--- Assignment ---
Only the pictures stay out; please return all the entries below exactly as written.

Saved entries
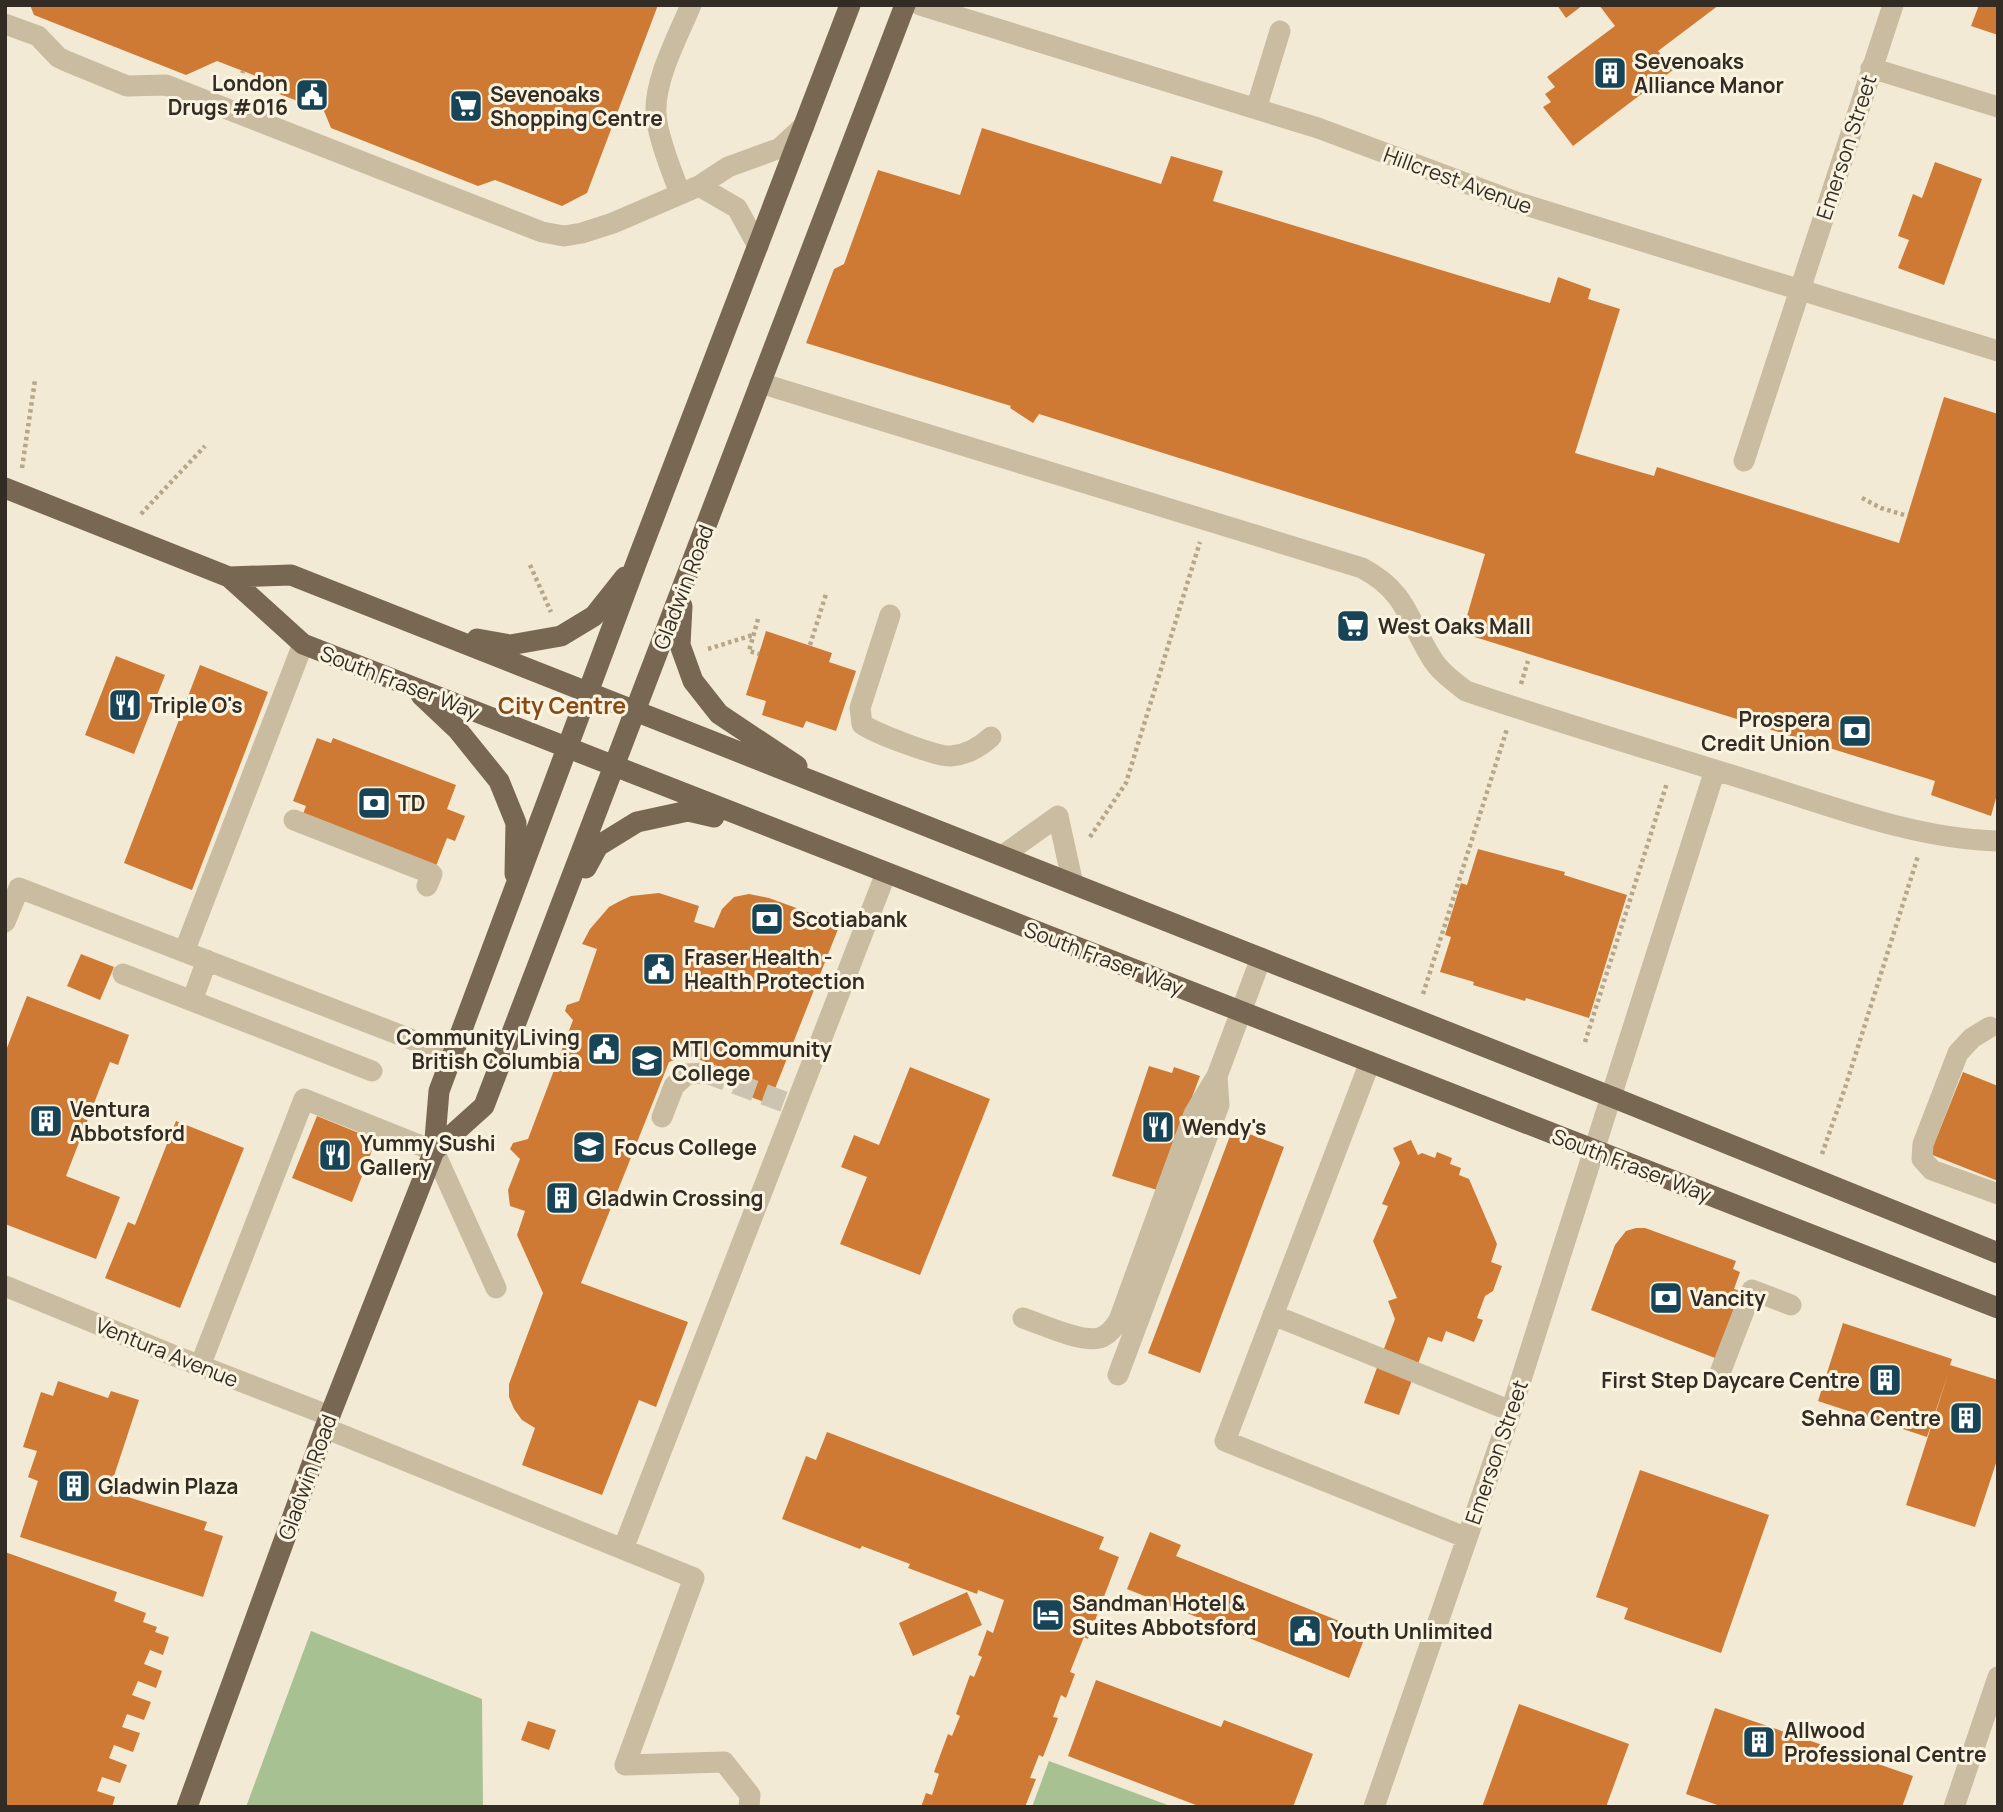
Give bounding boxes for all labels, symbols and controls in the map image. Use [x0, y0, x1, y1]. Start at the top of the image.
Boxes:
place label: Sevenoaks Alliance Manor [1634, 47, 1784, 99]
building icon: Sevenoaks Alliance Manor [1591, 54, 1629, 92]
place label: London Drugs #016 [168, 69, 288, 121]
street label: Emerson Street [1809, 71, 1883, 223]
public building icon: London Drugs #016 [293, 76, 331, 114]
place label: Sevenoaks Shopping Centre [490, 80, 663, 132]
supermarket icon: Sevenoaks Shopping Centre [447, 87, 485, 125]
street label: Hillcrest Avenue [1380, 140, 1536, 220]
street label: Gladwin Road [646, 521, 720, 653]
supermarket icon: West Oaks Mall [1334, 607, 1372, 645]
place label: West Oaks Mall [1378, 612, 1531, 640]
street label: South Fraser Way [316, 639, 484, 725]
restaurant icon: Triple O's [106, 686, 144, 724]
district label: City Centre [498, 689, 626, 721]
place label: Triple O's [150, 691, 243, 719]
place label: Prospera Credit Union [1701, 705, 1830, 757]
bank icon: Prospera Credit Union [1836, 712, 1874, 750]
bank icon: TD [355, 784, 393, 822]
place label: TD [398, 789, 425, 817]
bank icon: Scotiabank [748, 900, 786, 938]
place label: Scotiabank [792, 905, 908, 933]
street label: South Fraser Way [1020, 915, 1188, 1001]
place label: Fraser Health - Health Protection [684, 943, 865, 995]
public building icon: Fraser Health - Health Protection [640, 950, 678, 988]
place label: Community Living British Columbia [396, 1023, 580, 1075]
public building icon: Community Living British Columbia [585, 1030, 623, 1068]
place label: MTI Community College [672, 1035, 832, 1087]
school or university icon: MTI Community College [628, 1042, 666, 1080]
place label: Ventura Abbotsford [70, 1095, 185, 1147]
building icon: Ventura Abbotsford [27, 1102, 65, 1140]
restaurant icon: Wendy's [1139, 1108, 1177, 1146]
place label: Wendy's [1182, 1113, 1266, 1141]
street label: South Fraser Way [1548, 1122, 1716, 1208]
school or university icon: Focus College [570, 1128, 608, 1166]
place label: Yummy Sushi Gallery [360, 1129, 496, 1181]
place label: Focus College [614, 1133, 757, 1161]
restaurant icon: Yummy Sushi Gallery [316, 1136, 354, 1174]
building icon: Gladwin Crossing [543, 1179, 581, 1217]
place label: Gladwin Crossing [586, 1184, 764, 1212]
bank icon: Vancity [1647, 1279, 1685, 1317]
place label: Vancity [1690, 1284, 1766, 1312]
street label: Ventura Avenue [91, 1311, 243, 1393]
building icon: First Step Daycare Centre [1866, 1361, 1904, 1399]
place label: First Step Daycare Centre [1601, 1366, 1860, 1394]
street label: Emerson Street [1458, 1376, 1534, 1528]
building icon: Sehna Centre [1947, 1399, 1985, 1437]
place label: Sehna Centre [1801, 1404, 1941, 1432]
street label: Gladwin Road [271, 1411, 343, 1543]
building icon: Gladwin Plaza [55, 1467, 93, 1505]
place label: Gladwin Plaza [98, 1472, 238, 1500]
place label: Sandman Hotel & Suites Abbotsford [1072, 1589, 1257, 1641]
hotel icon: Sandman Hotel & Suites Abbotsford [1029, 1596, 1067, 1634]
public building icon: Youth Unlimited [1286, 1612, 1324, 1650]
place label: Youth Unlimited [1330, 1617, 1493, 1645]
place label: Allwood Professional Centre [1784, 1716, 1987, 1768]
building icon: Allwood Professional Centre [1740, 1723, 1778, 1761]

--- Result of this task ---
Give bounding boxes for all labels, symbols and controls in the map image. Use [x0, y0, x1, y1]. Start at the top of the image.
Boxes:
place label: Sevenoaks Alliance Manor [1634, 47, 1784, 99]
building icon: Sevenoaks Alliance Manor [1591, 54, 1629, 92]
place label: London Drugs #016 [168, 69, 288, 121]
street label: Emerson Street [1809, 71, 1883, 223]
public building icon: London Drugs #016 [293, 76, 331, 114]
place label: Sevenoaks Shopping Centre [490, 80, 663, 132]
supermarket icon: Sevenoaks Shopping Centre [447, 87, 485, 125]
street label: Hillcrest Avenue [1380, 140, 1536, 220]
street label: Gladwin Road [646, 521, 720, 653]
supermarket icon: West Oaks Mall [1334, 607, 1372, 645]
place label: West Oaks Mall [1378, 612, 1531, 640]
street label: South Fraser Way [316, 639, 484, 725]
restaurant icon: Triple O's [106, 686, 144, 724]
district label: City Centre [498, 689, 626, 721]
place label: Triple O's [150, 691, 243, 719]
place label: Prospera Credit Union [1701, 705, 1830, 757]
bank icon: Prospera Credit Union [1836, 712, 1874, 750]
bank icon: TD [355, 784, 393, 822]
place label: TD [398, 789, 425, 817]
bank icon: Scotiabank [748, 900, 786, 938]
place label: Scotiabank [792, 905, 908, 933]
street label: South Fraser Way [1020, 915, 1188, 1001]
place label: Fraser Health - Health Protection [684, 943, 865, 995]
public building icon: Fraser Health - Health Protection [640, 950, 678, 988]
place label: Community Living British Columbia [396, 1023, 580, 1075]
public building icon: Community Living British Columbia [585, 1030, 623, 1068]
place label: MTI Community College [672, 1035, 832, 1087]
school or university icon: MTI Community College [628, 1042, 666, 1080]
place label: Ventura Abbotsford [70, 1095, 185, 1147]
building icon: Ventura Abbotsford [27, 1102, 65, 1140]
restaurant icon: Wendy's [1139, 1108, 1177, 1146]
place label: Wendy's [1182, 1113, 1266, 1141]
street label: South Fraser Way [1548, 1122, 1716, 1208]
school or university icon: Focus College [570, 1128, 608, 1166]
place label: Yummy Sushi Gallery [360, 1129, 496, 1181]
place label: Focus College [614, 1133, 757, 1161]
restaurant icon: Yummy Sushi Gallery [316, 1136, 354, 1174]
building icon: Gladwin Crossing [543, 1179, 581, 1217]
place label: Gladwin Crossing [586, 1184, 764, 1212]
bank icon: Vancity [1647, 1279, 1685, 1317]
place label: Vancity [1690, 1284, 1766, 1312]
street label: Ventura Avenue [91, 1311, 243, 1393]
building icon: First Step Daycare Centre [1866, 1361, 1904, 1399]
place label: First Step Daycare Centre [1601, 1366, 1860, 1394]
street label: Emerson Street [1458, 1376, 1534, 1528]
building icon: Sehna Centre [1947, 1399, 1985, 1437]
place label: Sehna Centre [1801, 1404, 1941, 1432]
street label: Gladwin Road [271, 1411, 343, 1543]
building icon: Gladwin Plaza [55, 1467, 93, 1505]
place label: Gladwin Plaza [98, 1472, 238, 1500]
place label: Sandman Hotel & Suites Abbotsford [1072, 1589, 1257, 1641]
hotel icon: Sandman Hotel & Suites Abbotsford [1029, 1596, 1067, 1634]
public building icon: Youth Unlimited [1286, 1612, 1324, 1650]
place label: Youth Unlimited [1330, 1617, 1493, 1645]
place label: Allwood Professional Centre [1784, 1716, 1987, 1768]
building icon: Allwood Professional Centre [1740, 1723, 1778, 1761]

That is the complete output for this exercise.